Tammy Duncan lives in Cascade in a single-wide trailer with her two daughters where repairs are one step forward, three steps back.

"I just got a lot of work that needs to be done to it, like the floors and stuff like that. My windows are messed up. I have some mold issues. Like, every time I try to fix something, there are 20 other things that need to be fixed," Duncan said.

This isn't unusual for Pittsylvania residents facing financial issues, explained Kim Baldridge, the executive director for Danville Pittsylvania County Habitat for Humanity.

"Most of these families spend over 30% of their income on housing and utilities. So that's nothing left for, you know, quality food or going to the doctor and taking care of their health," Baldridge said.

Duncan couldn't keep up with the repairs and build savings simultaneously, so she applied to Habitat for Humanity in Danville after speaking with a friend and began the application process.

"They contacted me on April the 20th to let me know that I was one of the families chosen to be in the  Habitat community that they're getting ready to build … I felt like I had won the lottery. It was very, very, very, very exciting. I felt very good, and I thanked God above," Duncan said.

Duncan and her family will be joining three other families on land that was donated by St. Luke's United Methodist Church. Habitat Village North will be on Seminole Drive in Danville. Currently, it is woodland, rocks and concrete, but Baldridge and her team at Habitat can already see the difference it will make.

Four lots have already begun to be built. Habitat hired local contractors and built a foundation.

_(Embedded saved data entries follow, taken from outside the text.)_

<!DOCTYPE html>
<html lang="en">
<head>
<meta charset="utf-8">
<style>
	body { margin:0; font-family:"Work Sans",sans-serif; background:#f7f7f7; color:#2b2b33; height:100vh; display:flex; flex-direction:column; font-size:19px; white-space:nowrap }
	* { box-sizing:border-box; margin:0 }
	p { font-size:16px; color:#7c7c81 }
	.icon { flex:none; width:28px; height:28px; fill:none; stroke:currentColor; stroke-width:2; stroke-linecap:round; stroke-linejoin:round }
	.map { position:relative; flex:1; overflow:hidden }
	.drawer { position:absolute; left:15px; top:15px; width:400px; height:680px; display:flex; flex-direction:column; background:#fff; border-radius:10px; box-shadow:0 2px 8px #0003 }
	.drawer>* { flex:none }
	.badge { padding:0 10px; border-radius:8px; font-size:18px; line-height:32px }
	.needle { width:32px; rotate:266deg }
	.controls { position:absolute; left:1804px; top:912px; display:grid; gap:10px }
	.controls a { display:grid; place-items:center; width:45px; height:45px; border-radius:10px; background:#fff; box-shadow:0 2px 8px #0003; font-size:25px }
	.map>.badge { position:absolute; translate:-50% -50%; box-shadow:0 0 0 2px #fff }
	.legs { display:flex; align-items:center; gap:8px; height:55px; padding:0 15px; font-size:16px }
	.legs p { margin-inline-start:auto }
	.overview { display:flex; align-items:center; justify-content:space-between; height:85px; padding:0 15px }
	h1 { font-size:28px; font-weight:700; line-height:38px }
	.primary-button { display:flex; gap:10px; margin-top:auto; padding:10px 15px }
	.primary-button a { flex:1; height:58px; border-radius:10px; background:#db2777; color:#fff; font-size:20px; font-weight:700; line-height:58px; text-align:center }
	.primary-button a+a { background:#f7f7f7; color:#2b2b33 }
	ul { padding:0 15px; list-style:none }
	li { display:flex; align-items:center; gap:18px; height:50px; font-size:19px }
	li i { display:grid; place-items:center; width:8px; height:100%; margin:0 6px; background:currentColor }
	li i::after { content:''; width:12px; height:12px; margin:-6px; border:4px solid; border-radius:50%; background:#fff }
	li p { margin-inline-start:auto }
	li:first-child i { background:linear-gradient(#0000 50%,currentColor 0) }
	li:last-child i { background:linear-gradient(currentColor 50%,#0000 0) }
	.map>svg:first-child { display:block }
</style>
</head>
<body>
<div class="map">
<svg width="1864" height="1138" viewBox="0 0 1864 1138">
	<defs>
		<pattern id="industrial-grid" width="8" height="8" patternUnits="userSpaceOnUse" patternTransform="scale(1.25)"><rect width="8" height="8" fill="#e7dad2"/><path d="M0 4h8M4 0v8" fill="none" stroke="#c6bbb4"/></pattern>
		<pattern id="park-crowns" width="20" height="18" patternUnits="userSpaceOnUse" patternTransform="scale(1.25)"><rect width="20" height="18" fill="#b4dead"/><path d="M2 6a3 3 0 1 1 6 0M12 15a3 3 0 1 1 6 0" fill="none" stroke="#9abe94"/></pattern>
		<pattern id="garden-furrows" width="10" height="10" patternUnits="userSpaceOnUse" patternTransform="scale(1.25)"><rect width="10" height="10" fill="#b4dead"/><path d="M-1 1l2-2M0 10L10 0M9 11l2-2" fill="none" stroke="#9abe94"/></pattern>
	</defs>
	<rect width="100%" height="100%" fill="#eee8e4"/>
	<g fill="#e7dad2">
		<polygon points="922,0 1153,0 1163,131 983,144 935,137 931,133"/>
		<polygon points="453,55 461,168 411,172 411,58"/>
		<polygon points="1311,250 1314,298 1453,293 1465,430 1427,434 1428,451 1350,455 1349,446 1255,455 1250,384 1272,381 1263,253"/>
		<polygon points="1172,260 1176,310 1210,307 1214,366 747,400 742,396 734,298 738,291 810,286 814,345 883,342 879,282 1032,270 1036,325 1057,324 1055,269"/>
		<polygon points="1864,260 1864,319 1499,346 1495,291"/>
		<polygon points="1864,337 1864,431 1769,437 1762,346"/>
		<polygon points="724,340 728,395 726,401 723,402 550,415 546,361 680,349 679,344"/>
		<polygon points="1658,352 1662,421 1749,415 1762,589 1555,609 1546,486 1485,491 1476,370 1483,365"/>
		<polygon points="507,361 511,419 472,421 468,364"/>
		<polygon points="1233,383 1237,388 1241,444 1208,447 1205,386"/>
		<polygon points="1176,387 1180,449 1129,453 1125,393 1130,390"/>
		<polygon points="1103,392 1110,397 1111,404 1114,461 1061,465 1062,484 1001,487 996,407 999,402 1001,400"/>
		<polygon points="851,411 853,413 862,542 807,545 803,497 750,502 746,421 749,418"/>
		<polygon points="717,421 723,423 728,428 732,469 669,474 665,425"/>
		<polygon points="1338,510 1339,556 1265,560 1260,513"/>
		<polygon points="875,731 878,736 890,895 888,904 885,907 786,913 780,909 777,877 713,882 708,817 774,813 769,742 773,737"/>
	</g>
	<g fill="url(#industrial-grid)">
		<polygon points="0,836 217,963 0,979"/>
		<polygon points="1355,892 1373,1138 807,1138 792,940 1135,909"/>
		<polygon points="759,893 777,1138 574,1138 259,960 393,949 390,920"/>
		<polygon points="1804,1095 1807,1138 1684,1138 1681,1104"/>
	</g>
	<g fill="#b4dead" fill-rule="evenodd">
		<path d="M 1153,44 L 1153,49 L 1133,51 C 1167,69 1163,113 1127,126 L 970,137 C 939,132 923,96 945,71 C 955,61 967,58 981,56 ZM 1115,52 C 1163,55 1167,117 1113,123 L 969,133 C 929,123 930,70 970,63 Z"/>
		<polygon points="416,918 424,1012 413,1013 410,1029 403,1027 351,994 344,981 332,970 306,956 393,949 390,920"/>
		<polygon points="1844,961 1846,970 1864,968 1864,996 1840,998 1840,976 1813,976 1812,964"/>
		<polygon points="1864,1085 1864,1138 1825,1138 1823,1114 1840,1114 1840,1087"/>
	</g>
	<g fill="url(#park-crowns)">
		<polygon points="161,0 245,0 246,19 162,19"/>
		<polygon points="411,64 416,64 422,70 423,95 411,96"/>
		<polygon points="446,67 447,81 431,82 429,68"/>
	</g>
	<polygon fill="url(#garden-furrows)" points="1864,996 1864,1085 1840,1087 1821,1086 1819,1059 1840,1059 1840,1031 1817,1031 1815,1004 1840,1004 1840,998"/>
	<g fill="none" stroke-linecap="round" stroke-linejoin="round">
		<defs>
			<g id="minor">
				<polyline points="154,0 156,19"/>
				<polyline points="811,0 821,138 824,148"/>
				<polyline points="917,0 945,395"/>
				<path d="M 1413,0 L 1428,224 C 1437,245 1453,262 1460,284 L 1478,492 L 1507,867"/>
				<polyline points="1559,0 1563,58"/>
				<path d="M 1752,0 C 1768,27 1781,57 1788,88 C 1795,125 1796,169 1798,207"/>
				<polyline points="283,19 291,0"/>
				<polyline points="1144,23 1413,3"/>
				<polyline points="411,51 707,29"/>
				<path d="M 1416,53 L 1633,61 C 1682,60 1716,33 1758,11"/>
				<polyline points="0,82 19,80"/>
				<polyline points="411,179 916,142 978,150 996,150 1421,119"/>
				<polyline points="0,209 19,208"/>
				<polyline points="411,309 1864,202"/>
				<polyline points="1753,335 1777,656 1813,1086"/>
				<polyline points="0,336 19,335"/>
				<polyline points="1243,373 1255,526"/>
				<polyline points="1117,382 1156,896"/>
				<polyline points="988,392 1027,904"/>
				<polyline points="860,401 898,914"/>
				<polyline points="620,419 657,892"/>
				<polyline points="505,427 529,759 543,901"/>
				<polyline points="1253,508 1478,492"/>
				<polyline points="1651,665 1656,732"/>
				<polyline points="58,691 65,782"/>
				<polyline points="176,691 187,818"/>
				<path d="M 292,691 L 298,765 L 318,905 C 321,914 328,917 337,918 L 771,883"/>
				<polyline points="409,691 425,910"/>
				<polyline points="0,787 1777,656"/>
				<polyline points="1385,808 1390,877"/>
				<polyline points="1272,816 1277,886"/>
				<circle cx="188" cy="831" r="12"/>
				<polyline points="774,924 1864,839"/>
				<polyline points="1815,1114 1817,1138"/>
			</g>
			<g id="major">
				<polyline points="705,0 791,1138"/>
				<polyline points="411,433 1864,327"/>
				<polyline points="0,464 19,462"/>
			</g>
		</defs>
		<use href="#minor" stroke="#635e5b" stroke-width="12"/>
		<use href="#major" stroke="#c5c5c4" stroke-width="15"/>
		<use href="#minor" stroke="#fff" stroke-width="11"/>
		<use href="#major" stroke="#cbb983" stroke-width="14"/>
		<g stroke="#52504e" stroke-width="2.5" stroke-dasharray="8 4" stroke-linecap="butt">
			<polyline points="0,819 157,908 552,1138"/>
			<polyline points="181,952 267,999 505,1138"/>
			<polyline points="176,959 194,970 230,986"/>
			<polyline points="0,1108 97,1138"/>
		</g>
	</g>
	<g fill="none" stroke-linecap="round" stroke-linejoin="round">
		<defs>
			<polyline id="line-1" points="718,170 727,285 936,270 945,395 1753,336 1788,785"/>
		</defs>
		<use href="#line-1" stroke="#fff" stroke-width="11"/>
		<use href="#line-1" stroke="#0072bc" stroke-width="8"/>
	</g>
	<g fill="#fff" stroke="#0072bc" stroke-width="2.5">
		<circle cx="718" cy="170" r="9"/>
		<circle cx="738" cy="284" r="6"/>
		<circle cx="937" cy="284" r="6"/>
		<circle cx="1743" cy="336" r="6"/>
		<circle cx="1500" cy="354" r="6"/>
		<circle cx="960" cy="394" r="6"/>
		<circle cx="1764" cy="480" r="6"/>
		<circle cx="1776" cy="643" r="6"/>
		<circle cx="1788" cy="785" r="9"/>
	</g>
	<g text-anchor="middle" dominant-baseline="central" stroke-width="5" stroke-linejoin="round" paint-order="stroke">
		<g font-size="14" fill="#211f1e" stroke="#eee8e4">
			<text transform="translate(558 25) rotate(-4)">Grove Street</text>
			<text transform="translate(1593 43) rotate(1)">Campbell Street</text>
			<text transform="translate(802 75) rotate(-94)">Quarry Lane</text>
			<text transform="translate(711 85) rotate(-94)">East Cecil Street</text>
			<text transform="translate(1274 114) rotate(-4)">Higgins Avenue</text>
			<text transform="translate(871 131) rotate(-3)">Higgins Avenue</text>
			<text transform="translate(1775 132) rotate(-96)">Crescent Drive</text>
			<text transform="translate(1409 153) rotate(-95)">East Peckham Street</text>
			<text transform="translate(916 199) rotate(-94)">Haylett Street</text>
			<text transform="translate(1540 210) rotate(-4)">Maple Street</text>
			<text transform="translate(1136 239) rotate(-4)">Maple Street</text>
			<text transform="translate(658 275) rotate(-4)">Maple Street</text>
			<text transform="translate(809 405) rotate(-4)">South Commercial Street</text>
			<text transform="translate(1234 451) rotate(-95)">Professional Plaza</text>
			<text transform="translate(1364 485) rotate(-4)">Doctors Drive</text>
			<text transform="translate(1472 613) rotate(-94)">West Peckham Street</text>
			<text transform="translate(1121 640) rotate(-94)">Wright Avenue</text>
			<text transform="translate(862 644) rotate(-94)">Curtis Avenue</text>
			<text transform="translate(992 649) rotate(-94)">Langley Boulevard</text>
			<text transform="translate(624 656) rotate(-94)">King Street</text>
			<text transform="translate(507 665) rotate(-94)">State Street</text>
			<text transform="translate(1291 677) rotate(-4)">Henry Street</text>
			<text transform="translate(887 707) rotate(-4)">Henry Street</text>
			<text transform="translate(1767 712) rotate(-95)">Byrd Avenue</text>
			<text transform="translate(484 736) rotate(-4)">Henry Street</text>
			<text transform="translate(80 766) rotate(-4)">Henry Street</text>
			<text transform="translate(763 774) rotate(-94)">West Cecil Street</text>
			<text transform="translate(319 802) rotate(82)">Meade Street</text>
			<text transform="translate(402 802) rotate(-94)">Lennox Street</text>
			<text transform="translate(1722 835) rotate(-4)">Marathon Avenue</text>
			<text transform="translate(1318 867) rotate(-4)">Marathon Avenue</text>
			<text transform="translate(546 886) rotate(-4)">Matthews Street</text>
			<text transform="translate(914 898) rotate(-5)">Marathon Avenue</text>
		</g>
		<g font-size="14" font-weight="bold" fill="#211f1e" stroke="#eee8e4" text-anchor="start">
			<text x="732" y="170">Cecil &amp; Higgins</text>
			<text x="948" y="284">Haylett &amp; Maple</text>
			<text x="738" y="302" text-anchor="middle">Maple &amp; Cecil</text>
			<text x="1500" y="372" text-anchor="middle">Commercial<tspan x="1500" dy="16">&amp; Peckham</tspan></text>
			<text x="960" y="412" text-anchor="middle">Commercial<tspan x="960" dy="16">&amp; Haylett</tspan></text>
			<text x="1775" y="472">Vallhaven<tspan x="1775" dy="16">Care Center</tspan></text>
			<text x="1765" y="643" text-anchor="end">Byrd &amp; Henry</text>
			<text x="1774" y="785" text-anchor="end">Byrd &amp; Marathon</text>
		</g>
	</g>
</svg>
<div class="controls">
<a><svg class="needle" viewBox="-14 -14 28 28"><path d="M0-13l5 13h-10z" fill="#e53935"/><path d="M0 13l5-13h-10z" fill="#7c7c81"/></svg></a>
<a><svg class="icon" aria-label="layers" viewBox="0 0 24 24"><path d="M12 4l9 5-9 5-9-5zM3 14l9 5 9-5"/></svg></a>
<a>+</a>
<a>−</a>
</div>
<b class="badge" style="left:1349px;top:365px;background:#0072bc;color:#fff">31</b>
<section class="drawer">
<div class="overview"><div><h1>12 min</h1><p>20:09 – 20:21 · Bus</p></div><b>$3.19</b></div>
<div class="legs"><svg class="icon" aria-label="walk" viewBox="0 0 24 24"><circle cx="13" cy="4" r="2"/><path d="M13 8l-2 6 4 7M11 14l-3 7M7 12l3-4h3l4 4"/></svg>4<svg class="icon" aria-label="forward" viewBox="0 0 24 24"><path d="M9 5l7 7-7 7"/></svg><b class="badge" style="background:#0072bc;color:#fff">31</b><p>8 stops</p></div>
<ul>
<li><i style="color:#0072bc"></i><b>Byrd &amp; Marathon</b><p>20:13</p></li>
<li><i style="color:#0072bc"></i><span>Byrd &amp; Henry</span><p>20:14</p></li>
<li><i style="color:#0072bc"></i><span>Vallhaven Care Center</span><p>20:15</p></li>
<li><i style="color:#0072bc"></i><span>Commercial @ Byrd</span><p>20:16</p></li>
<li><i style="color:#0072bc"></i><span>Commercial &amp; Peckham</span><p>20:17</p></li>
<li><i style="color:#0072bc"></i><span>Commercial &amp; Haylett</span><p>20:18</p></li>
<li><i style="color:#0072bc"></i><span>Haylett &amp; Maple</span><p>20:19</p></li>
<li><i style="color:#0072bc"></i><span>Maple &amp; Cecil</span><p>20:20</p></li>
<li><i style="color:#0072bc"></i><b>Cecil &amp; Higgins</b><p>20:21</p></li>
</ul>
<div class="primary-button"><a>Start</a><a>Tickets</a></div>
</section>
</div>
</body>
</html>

They used Joey Alderson Construction and Brookman Masonry to build the foundation and the foundation walls.

"We did hire out, we do a contract out a lot of times for our footing and foundation work because sometimes volunteers, you know, might not want to do that and notthat many people want to lay block," Baldridge said.

This is only the beginning.

"Once we get down into phase two, we have to build the road off of Springfield, so that it'll be another 23 homes there," Baldridge said.

Families and individuals in need of decent, affordable housing apply for homeownership with their local Habitat for Humanity, according to its website.

Currently, each local Habitat family selection committee selects homeowners based on the applicant's level of need, the willingness to partner with Habitat and ability to repay a mortgage through an affordable payment plan.

"We have an area median income of like $37,000. Not a lot of people, you know, make that. So with these families that we serve, Habitat for Humanity families, we don't give these homes away. They have to meet qualifications. They have to have the ability to pay a 30-year mortgage, but it's zero interest, which is what makes it affordable for them," Baldridge said.

As part of their willingness to partner, Habitat's homebuyers invest hundreds of hours of their labor, called “sweat equity,” working alongside volunteers and other Habitat homeowners. Each homeowner will help build the houses they will live in and assist neighbors in creating their own homes.

"I've got to do some volunteer work to help; I've got to take some finance and budgeting classes. I try to help; I am ready to volunteer and get our houses built for other families because this is going to be our little community in which we're all going to live," Duncan said.

The houses being built are known as “shotgun houses.” They will accommodate each of the homeowners' needs and necessities. For example, one resident is on oxygen 24/7 and will need special arrangements to for the equipment; another resident who is wheelchair-bound needs a fully handicap-accessible home. Able-bodied residents like Duncan will need bedroom space for their families.

"What we do is we build these houses by the families' need," Baldridge said.

The budgets for each house range from $115,000 to $125,000, and funding came by anonymous donors, The West Piedmont Planning District Commission, St. Luke’s The Community Foundation of the Dan River Region, Delorean Power and the PRA Group for the first four houses.

"So when you think of a house, it's just not a foundation, you know, it's just not the house, the structure. You're helping that family those necessities that all of us need. So that's what the mission is: building homes and communities and hope," said Baldridge.

The plan is to have four houses built by June 2023 before starting on the rest of the neighborhood. Duncan is already planning how she wants her home decorated..

"In my bathroom, I want to do it like in sunflowers wallpaper, something bright. And I just want to make sure that I have plenty of pictures of my family to be able to hang on the wall," Duncan said. "I'm just so excited about being able to live in a nice community. Hopefully, the kids will be able to make new friends and be able to bring their friends around and not be embarrassed about their living situation."